Exercise inputs:
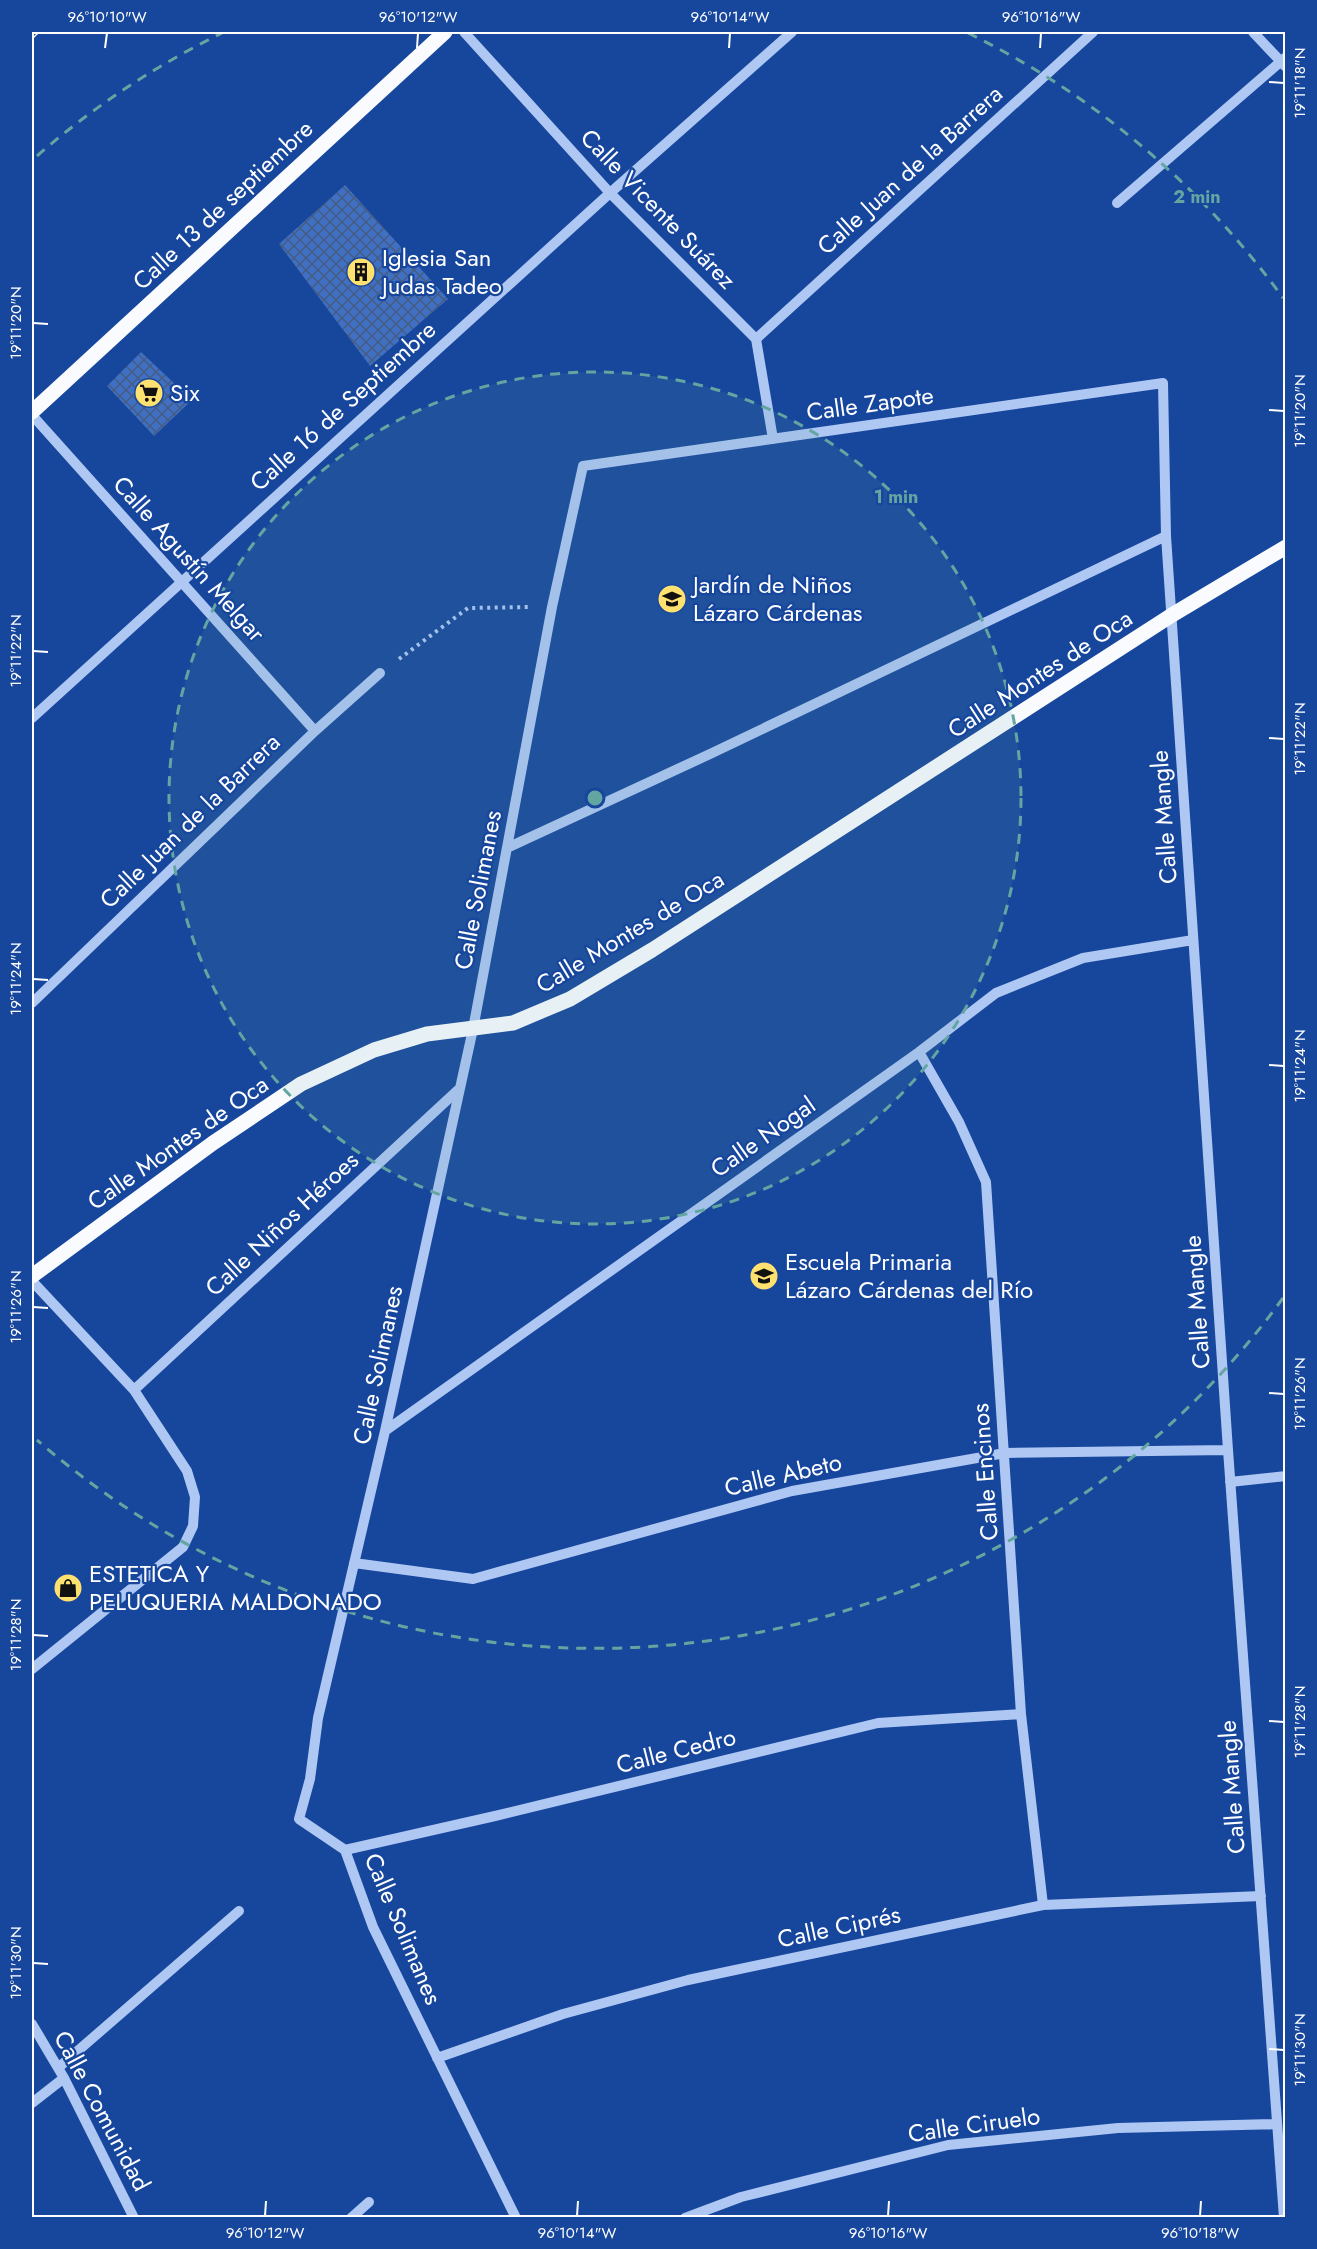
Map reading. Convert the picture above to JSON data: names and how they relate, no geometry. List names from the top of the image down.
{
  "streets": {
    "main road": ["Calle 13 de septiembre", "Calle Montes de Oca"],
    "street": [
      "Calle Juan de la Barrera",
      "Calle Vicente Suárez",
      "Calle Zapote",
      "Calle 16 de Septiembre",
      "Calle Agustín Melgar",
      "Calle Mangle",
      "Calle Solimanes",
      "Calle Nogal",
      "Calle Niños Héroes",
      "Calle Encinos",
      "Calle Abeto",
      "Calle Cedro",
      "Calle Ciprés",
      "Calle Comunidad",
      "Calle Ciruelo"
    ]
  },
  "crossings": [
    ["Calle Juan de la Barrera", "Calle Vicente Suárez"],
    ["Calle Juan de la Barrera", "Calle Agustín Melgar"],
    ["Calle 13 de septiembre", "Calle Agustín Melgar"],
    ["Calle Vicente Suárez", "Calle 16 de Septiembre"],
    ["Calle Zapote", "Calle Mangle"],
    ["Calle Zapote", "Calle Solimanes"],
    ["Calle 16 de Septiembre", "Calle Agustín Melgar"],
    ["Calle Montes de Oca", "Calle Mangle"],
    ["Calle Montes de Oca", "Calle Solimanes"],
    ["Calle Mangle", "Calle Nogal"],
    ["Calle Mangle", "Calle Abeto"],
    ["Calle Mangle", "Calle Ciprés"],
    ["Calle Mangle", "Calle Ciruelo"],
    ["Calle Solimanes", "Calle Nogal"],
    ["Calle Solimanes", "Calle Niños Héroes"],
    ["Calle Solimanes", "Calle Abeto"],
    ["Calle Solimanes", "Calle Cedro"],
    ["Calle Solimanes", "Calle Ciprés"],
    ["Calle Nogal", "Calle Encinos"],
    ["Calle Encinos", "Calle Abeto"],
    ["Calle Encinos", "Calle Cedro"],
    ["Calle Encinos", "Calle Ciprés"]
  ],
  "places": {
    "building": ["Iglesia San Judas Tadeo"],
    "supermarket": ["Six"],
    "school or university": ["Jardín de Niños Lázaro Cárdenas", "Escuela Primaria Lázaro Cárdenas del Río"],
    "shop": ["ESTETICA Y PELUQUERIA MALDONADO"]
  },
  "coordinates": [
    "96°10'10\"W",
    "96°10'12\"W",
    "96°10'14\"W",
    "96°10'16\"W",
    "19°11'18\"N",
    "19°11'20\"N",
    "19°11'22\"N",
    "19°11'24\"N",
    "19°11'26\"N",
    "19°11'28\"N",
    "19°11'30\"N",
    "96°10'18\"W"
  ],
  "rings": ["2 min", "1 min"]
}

Exercise requirements: Copy each line of the records that contains the word "Ciruelo".

Result for this task:
      "Calle Ciruelo"
    ["Calle Mangle", "Calle Ciruelo"],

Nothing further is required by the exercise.